* _Work task_:
Return every line from the records below with the string "Aerobics".

※

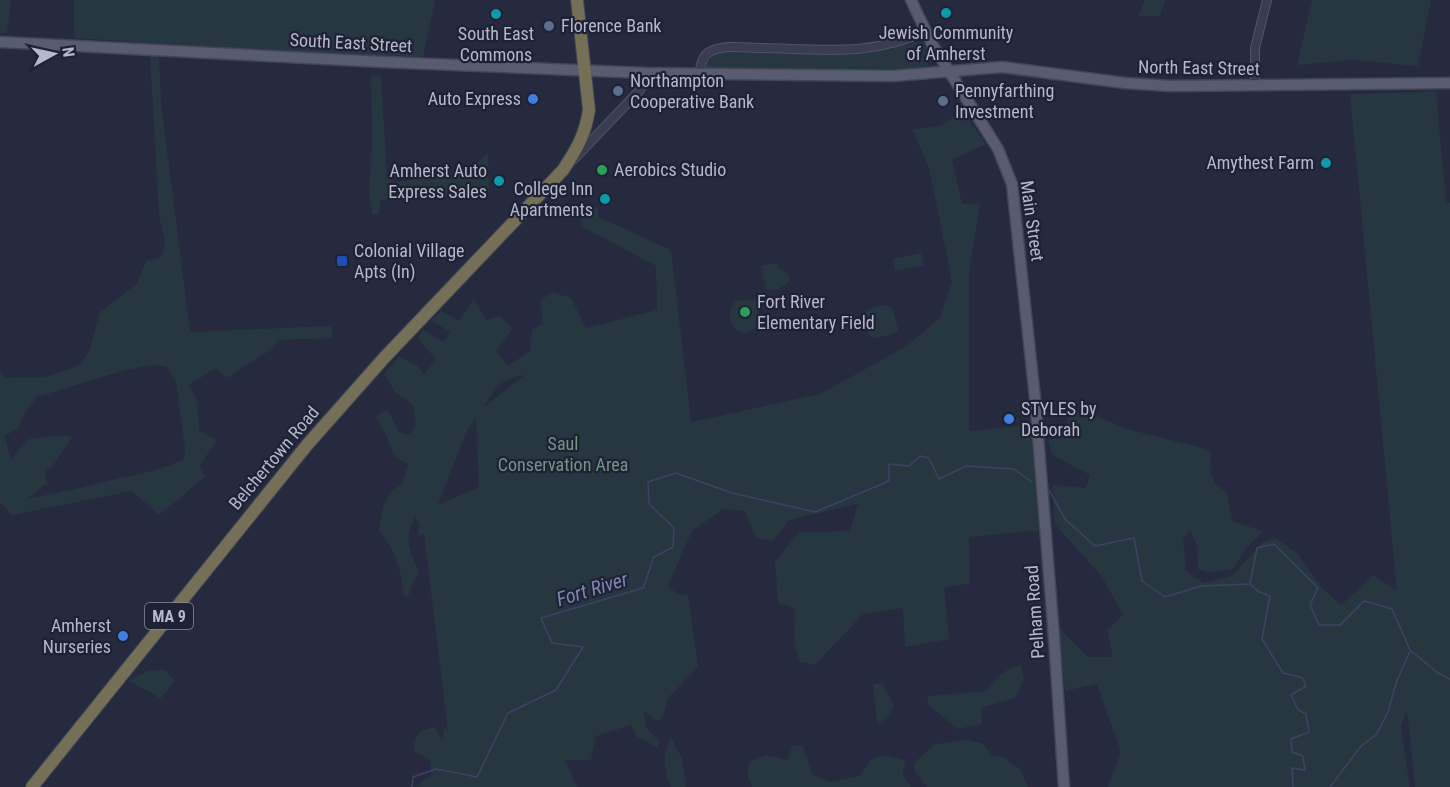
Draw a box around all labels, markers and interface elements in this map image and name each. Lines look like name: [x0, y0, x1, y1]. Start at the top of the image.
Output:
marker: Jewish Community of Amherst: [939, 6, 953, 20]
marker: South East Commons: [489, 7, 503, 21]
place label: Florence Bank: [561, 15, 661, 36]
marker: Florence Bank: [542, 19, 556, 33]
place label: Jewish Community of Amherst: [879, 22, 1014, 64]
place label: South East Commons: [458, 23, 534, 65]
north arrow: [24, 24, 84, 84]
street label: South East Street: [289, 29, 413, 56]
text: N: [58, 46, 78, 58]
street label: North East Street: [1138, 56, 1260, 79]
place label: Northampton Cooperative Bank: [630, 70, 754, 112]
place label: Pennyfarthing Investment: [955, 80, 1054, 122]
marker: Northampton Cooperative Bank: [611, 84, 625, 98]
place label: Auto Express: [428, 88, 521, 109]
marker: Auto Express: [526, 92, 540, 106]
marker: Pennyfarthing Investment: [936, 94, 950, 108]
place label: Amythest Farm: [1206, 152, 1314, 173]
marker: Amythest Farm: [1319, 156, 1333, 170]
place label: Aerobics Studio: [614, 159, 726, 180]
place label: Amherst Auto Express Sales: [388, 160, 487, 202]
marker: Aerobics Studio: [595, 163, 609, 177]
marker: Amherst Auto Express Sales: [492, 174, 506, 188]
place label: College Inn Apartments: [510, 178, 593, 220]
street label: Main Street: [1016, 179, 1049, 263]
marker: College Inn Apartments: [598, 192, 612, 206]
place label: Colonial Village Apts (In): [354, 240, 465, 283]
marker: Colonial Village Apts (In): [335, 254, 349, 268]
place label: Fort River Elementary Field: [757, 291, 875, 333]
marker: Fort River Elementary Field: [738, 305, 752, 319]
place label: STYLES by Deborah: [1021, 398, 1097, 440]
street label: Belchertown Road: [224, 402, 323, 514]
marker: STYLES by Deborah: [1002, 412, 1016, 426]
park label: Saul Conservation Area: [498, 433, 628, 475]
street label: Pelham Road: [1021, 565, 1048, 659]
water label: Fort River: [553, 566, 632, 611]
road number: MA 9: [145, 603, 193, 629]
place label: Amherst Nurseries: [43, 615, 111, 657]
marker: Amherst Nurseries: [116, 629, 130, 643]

※

* _Result of this exercise_:
place label: Aerobics Studio: [614, 159, 726, 180]
marker: Aerobics Studio: [595, 163, 609, 177]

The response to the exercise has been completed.